Of course, striking memories in the garden were still to be made: the first get-together with friends (ok, with boys) on sunny afternoons, the hours spent reading Victor Hugo’s Misérables on the exact bench here Marius and Cosette had meet for the first time; incredible music, from the free concerts at the kiosk to outdoor opera super-productions. Or the very simple pride of seeing my father running, day after day, around the garden, prepping for the Paris marathon. But none of those memories would ever be tainted with that same natural innocence anymore. Like most of my childhood friends, I changed neighborhoods quite a while ago, and only then did the “Luco”, as we call it, take on that Proustian importance to me. But, even today, every time I can, I walk through the garden again. Every path, every single nook and all those memories come back to me, making that dear “Luco” once again the center of my Paris.

Fifteen minutes before the garden would close, the sound of the guards’ whistles reverberated through the empty park.
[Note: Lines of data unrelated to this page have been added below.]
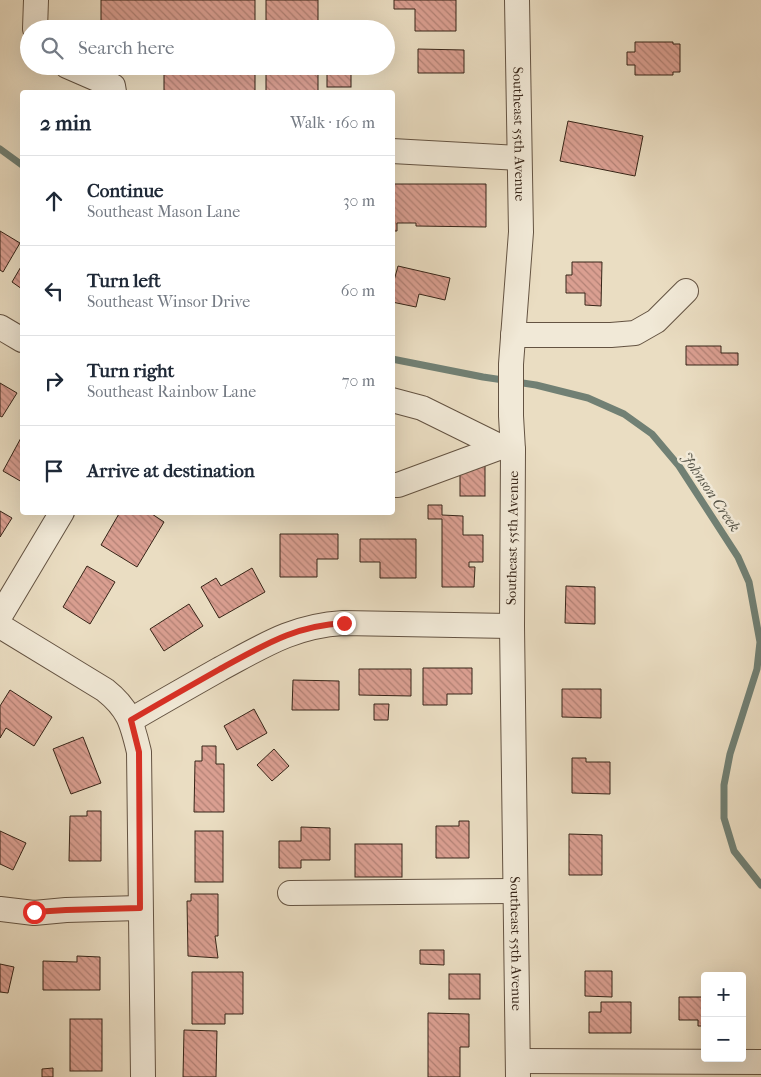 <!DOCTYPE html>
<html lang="en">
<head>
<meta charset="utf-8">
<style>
  :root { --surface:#fff; --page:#f2f2f3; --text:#1f2937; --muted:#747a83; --line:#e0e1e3 }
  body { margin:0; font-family:"IM FELL French Canon",serif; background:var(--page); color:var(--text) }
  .controls { position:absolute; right:15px; bottom:15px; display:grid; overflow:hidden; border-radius:5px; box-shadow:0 5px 20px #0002 }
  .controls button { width:45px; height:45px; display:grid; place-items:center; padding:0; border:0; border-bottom:1px solid var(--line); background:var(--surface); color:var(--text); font:25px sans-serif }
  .stop { position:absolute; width:15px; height:15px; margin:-11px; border:4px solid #d93025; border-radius:50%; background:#fff }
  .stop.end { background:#d93025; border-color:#fff; box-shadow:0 1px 5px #0008 }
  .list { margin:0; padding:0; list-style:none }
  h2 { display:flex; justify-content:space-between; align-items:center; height:65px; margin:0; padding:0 20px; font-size:21px }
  h2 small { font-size:16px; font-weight:400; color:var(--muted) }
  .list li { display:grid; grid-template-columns:32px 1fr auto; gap:15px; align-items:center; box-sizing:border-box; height:90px; padding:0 20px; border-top:1px solid var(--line) }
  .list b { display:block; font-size:19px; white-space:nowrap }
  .list p { margin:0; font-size:16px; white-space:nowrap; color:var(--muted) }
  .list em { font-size:16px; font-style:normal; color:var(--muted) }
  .icon { flex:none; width:28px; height:28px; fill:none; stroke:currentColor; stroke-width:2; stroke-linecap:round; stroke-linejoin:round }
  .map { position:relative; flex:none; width:761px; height:1077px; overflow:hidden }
  .search { position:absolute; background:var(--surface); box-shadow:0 5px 20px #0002; left:20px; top:20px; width:375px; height:55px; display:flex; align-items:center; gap:12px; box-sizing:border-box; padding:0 18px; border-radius:28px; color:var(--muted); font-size:19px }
  .panel { position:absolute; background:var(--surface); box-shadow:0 5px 20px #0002; left:20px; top:90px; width:375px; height:425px; border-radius:5px }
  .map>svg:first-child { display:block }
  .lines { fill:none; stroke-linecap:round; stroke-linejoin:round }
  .stream { stroke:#718074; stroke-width:7 }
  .building { fill:url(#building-back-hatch); stroke:#372518 }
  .minor-casing { stroke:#645342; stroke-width:26 }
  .minor { stroke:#f1e9d7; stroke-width:24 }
  .route { stroke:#d93025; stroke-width:6 }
  .labels { text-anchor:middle; stroke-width:5; stroke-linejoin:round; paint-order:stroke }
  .street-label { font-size:14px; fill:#372518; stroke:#f1e9d7 }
  .water-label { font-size:15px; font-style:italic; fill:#545246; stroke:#f1e9d7 }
</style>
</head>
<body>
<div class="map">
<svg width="761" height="1077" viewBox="0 0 761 1077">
  <defs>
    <pattern id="building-back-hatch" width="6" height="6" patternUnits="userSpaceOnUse" patternTransform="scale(1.25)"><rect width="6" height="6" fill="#da9f91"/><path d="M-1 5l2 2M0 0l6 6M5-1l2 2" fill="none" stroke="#b28175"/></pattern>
  </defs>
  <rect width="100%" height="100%" fill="#eaddc2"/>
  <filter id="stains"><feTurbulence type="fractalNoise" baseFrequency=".004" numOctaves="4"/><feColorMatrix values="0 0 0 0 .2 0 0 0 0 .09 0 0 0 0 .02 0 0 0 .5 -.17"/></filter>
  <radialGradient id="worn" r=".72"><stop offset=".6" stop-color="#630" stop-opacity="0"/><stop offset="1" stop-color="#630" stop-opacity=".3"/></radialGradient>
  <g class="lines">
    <g class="stream">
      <polyline points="0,149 22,165"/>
      <polyline points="392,359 483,377 536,385 588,398 624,414 652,434 679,466 738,557 749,582 760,642 757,669 730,754 724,785 724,818 734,851 761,885"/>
    </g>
  </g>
  <g class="building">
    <rect x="101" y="0" width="154" height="29"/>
    <rect x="266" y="0" width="52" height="29"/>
    <polygon points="394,0 456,0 456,31 415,31 415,9 394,9"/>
    <rect x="333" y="26" width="29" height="3"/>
    <polygon points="635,42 673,42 673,44 680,44 680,72 673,72 673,75 635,75 635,65 627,65 627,52 635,52"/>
    <polygon points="418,49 464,50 464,73 418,73"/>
    <rect x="164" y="66" width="91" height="26"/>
    <rect x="266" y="66" width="52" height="26"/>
    <rect x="327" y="66" width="24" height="21"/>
    <polygon points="568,121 643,136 635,176 560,161"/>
    <polygon points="392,184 486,184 486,227 416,226 416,223 397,223 397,231 392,231"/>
    <polygon points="0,231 20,243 3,272 0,270"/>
    <polygon points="572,262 602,262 601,306 585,305 585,293 566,293 566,275 572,275"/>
    <polygon points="22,265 22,289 12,282"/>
    <polygon points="398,266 450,278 445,300 419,294 416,307 392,302 392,288"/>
    <polygon points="686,346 721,346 721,353 738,353 738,365 686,365"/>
    <polygon points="0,383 17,393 2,417 0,416"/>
    <polygon points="22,436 22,482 3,471"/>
    <rect x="460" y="464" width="25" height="32"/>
    <polygon points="428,505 442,505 442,515 463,516 463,535 483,535 483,562 469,562 469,567 475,567 474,587 442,587 442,519 428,519"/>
    <polygon points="0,511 12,518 0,537"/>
    <polygon points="120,512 149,512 164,522 137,567 101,545"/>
    <polygon points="280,534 338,534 338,559 317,559 317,577 280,577"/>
    <polygon points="360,539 416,539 416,578 380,578 380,562 360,562"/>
    <polygon points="87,566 115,582 90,624 63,607"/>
    <polygon points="252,568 265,592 219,618 201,587 216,578 221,586"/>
    <polygon points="566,586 595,587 595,624 565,623"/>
    <polygon points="189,604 203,626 164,651 150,629"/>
    <polygon points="423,668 472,668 472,694 447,694 447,705 423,705"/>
    <polygon points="359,669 411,669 411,696 359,695"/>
    <polygon points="293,680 339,681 339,710 292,710"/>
    <polygon points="562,689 601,689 601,718 562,717"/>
    <polygon points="10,690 52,717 34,746 6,728 0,738 0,706"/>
    <polygon points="374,704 389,704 388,720 374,720"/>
    <polygon points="254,709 267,733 237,750 224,726"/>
    <polygon points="83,737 101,783 71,794 53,749"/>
    <polygon points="202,746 216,746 216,764 224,764 224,812 194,812 195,761 202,761"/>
    <polygon points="274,749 289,766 272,781 257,765"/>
    <polygon points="572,758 586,758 586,762 610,762 610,794 572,793"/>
    <polygon points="87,811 101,811 101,861 69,861 70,816 87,816"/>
    <polygon points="459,821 469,821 469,858 436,858 436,826 459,826"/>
    <polygon points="301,827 330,828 330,860 301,860 301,868 279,868 279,841 301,841"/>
    <polygon points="0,831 26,843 13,870 0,864"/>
    <rect x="195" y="831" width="28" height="51"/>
    <polygon points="569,834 602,835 602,875 569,875"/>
    <rect x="355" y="844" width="47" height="33"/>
    <polygon points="191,894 218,894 218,936 215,936 218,958 188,956 187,901 191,901"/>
    <polygon points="420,950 444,950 444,965 420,964"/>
    <polygon points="77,956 100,957 100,990 43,990 43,961 77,962"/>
    <polygon points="0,964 14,967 8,993 0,992"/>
    <polygon points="585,971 612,971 612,997 585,996"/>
    <polygon points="192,972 243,972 243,1014 225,1014 225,1024 192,1024"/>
    <rect x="449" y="974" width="31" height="25"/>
    <polygon points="679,997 705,997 705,1026 698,1026 698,1020 679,1020"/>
    <polygon points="601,1002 631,1002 631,1033 589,1033 589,1012 601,1012"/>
    <polygon points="428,1013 469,1014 469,1047 460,1047 460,1077 428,1077"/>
    <rect x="70" y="1019" width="32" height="52"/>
    <polygon points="184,1030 217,1031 216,1077 183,1077"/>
    <polygon points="53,1068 53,1077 42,1077 42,1069"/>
  </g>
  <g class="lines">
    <g class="minor-casing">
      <g id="minor">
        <path id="s1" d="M517,0L521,232L511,364V416L513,450L512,626L518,1077"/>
        <polyline points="35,29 36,0"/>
        <polyline points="67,66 113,86 114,92"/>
        <polyline points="392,151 519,158"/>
        <polyline points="0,327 22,340"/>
        <polyline points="513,335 611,335 635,333 656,321 686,291"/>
        <polyline points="392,400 422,408 501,447 513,450"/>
        <polyline points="392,485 398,485 501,447"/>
        <polyline points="0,616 62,512"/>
        <path d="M0,626L105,690C129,709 132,723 139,752L143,1077"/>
        <path d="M131,720C160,703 190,686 220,669C263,646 293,626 343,623L512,626"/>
        <polyline points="290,893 515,891"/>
        <polyline points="0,909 34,913 66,910 140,908"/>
        <polyline points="518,1061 761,1062"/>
      </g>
    </g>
    <use href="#minor" class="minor"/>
  </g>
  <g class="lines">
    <path class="route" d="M34,912L66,910L140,908L139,752L131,720C160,703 190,686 220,669C263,646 293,626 344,623"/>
  </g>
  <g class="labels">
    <g class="street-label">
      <text dy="5" stroke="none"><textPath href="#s1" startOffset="134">Southeast 55th Avenue</textPath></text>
      <text transform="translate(512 538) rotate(-89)" y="5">Southeast 55th Avenue</text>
      <text dy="5" stroke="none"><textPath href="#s1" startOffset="944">Southeast 55th Avenue</textPath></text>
    </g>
    <g class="water-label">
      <text transform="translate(711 492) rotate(56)" y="5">Johnson Creek</text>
    </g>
  </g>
  <rect width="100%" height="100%" filter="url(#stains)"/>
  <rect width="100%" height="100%" fill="url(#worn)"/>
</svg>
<div class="controls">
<button>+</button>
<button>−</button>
</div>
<div class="stop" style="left:34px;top:912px"></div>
<div class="stop end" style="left:344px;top:623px"></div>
<div class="search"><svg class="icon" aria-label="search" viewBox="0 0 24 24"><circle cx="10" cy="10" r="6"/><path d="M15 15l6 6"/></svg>Search here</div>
<section class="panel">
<h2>2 min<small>Walk · 160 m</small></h2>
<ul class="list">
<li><svg class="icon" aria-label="ahead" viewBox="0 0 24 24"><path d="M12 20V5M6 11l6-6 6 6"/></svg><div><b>Continue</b><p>Southeast Mason Lane</p></div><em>30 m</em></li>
<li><svg class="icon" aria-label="left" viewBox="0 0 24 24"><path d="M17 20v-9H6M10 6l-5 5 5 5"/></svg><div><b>Turn left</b><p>Southeast Winsor Drive</p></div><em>60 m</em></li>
<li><svg class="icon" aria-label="right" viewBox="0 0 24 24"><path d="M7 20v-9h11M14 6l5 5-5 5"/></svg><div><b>Turn right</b><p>Southeast Rainbow Lane</p></div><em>70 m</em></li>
<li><svg class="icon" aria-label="arrive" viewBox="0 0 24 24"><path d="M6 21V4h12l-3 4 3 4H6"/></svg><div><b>Arrive at destination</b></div></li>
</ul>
</section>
</div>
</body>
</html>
I was always scared that I would not get out before the high black and gold grids would close, and would find myself locked in for the night. For a few minutes, I’d imagine the garden’s secret life, bathed in the moon’s cold and gentle light. The majestic Nubian bronze lion, standing victorious over it’s prey– an ostrich– already so impressive by daylight, would come to life. I wondered what would happen if I found myself nose to nose with it. Would it eat me alive, or would I find shelter for the night against his warm fur and protecting paws? I’d see the Bacchus happily dancing to the sound of the Faun’s flute, and George Sand bathing in the Medici Fountain, and I thought to myself that it all had to be way more interesting in the intimacy of the night. This waking dream would stop only as soon as I had passed the severe-looking guards and regained my stroll down the far too real Boulevard Saint-Michel.